Pasal ini terdiri atas lima ayat dan mengatur sifat, jenis, peserta, dan penyelenggara pemilu. Hak-hak politik dan berpolitik warga negara perlu dijamin dalam konstitusi. Independensi dan profesionalitas KPU sebagai penyelenggara pemilu menjadi syarat mutlak untuk menjamin hak-hak politik warga negara melalui pemilu demokratis.

Hak politik di sini adalah hak untuk terlibat dalam pemilu sebagai pemilih, hak sebagai kandidat dalam pemilu, dan hak untuk dipilih dalam pemilu. Tentu kita masih ingat kasus Pemilu 1999.

Saat itu Presiden BJ Habibie terpaksa mengeluarkan keppres menetapkan hasil Pemilu 1999 akibat partai-partai yang tidak memperoleh kursi tidak mau tanda tangan. Pada 1999 itu penyelenggara pemilu adalah KPU dan PPI. 48 partai politik peserta pemilu adalah anggota Panitia Pemilihan Indonesia (PPI).

Penyelenggara Pemilu 1999 belum sepenuhnya independen dan profesional meski ketua KPU tidak lagi dijabat oleh menteri dalam negeri. Karena itu, Pasal 22 E Ayat 5 UUD 1945 hasil perubahan ketiga secara tegas mengatakan bahwa pemilu diselenggarakan oleh sebuah komisi pemilihan umum yang bersifat nasional, tetap, dan mandiri.

Bersifat nasional artinya kelembagaan KPU mencakup seluruh wilayah Negara Kesatuan Republik Indonesia. Sifat tetap menunjukkan KPU sebagai lembaga yang menjalankan tugas secara berkesinambungan dan anggotanya terikat pada masa jabatan tertentu.

Sifat mandiri menunjukkan KPU bersifat independen yaitu menjalankan tahapan-tahapan pemilu tidak berdasarkan tekanan atau intervensi lembaga lain, semata-mata berdasarkan peraturan perundang-undangan.

Keputusan MPR pada 2001 itu sesungguhnya sejalan dengan prinsip-prinsip universal pemilu demokratis yang dianut negara-negara demokrasi. Joe Baxter (1994) dalam Technique For Effective Election Management In Election misalnya menegaskan pentingnya tiga karakteristik dasar penyelenggara pemilu yang demokratis yaitu independensi, imparsialitas, dan kompetensi.

Dengan karakteristik demikian, penyelenggara diharapkan dapat melaksanakan fungsinya sebagai wasit pemilu dengan jujur, adil, netral, tidak berpihak, bersikap imparsial, dan profesional. KPU dan Bawaslu sebagai penyelenggara idealnya dapat memenuhi tiga karakteristik itu.

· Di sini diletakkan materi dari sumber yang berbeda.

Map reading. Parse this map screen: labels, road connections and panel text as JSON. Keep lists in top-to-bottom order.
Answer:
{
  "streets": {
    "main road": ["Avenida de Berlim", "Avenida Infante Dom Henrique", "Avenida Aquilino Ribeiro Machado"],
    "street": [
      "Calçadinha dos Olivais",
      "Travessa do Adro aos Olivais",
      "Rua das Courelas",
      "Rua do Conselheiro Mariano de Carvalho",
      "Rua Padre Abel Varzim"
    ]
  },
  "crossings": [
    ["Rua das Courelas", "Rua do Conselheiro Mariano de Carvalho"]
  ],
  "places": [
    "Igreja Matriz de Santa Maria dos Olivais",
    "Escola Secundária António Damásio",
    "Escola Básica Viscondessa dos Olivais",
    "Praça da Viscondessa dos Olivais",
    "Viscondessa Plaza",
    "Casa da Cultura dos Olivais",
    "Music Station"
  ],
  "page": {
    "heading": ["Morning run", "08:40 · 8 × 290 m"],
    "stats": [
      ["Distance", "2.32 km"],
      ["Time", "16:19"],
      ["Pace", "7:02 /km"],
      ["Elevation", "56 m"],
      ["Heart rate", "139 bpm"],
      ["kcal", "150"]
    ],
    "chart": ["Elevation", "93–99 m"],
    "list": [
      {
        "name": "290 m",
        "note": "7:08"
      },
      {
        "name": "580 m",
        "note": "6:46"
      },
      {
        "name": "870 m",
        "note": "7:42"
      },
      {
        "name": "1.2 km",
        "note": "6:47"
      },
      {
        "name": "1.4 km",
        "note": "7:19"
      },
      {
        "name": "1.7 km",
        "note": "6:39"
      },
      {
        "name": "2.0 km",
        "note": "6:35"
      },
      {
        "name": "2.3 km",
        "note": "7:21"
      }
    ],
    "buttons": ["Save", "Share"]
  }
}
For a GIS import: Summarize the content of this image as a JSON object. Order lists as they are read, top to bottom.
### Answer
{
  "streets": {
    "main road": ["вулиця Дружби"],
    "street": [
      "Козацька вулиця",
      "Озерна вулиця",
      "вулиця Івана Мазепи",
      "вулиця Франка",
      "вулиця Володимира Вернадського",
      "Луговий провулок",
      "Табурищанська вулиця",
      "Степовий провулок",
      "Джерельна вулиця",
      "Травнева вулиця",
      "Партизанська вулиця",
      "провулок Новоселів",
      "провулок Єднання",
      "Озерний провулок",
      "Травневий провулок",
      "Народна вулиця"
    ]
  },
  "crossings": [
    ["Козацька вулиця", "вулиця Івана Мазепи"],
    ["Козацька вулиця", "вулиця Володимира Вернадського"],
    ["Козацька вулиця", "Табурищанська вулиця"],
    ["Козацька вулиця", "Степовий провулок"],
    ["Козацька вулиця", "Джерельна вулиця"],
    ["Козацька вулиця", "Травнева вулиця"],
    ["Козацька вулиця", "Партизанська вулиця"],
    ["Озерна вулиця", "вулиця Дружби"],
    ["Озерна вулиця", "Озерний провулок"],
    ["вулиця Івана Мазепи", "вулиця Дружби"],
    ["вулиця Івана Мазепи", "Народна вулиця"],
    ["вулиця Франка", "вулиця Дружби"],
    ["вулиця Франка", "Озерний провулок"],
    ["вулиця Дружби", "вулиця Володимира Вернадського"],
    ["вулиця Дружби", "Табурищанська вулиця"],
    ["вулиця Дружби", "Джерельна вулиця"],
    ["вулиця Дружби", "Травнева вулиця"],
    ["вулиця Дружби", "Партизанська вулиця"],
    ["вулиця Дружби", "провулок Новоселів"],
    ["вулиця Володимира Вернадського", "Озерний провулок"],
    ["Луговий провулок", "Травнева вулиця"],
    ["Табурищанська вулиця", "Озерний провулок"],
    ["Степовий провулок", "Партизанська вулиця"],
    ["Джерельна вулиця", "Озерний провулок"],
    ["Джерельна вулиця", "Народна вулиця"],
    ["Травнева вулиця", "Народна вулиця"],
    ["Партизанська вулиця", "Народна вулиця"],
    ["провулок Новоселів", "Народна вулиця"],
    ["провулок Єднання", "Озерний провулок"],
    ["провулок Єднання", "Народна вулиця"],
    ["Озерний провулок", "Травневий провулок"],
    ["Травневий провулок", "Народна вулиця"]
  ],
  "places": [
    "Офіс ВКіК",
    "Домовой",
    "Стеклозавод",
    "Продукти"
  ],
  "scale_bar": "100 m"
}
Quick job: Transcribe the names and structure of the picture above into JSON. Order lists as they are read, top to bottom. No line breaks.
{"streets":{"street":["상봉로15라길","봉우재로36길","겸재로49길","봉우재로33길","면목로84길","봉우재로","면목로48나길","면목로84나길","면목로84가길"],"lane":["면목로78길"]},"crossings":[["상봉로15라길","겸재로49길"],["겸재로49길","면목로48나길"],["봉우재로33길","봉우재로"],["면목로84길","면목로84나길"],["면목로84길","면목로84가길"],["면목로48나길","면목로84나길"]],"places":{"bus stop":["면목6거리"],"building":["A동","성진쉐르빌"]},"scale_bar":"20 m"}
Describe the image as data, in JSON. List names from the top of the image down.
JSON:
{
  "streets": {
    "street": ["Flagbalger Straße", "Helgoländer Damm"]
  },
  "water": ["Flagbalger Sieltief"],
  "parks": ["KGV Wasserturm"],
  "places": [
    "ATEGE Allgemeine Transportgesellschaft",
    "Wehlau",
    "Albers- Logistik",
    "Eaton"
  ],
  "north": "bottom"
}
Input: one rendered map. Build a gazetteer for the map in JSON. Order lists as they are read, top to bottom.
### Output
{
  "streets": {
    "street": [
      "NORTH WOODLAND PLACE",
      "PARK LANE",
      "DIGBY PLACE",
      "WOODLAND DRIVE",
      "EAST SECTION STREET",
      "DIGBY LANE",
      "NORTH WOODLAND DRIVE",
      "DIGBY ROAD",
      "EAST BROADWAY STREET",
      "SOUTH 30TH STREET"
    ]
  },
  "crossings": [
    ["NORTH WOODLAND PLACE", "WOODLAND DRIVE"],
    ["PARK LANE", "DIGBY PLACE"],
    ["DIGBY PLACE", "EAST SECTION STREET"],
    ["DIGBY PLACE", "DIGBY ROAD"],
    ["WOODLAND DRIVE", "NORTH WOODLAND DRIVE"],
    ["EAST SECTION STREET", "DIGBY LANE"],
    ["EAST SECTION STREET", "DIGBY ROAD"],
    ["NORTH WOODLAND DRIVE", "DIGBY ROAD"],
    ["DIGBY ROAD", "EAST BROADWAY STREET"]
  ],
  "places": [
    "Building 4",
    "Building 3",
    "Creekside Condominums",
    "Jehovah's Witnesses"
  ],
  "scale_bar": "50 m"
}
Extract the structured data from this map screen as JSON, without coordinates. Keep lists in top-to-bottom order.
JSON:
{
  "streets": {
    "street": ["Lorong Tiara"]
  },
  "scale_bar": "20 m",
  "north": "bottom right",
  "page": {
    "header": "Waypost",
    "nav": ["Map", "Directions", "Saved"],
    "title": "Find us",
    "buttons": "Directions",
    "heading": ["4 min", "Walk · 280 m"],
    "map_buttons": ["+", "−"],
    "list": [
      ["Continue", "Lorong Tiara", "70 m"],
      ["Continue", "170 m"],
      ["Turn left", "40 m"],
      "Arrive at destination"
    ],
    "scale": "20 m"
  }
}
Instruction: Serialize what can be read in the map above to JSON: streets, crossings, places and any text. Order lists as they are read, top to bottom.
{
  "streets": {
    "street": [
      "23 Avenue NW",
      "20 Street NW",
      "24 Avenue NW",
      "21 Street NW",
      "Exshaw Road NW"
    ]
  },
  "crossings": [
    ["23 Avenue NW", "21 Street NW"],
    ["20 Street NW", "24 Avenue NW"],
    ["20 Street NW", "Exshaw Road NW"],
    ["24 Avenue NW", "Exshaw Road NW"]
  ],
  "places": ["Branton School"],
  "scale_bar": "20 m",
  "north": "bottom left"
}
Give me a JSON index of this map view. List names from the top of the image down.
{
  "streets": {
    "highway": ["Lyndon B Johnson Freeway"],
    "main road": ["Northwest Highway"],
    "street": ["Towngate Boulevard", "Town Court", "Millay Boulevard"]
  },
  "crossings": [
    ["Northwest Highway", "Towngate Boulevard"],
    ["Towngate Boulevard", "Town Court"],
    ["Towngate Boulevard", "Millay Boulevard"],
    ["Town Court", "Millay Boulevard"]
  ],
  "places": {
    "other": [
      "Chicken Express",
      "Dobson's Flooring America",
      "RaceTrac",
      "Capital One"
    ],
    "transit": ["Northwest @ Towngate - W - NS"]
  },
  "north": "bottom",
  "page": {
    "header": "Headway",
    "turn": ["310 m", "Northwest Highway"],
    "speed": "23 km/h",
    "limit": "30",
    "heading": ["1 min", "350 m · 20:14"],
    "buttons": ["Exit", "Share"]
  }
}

Bila tidak, pemilu kita akan semakin jauh dari apa yang diperintahkan oleh Pasal 22 E (1) bahwa: “Pemilihan umum dilaksanakan secara langsung, umum, bebas, rahasia, jujur, dan adil setiap lima tahun sekali”.

Pemilu sebagai sebuah kompetisi politik sangat dipengaruhi oleh dinamika politik aktor yang terlibat di dalamnya terutama peserta pemilu (partai dan calonnya), tim sukses, penyandang dana, birokrasi, dan pemilih. KPU dan Bawaslu dalam melaksanakan tahapan pemilu selalu berhadapan dengan para aktor ini.

Data pelanggaran kode etik penyelenggara pemilu di DKPP memperlihatkan modus operandi pelanggaran kode etik selalu melibatkan penyelenggara, peserta pemilu, penyandang dana, birokrasi, dan secara terbatas para pemilih.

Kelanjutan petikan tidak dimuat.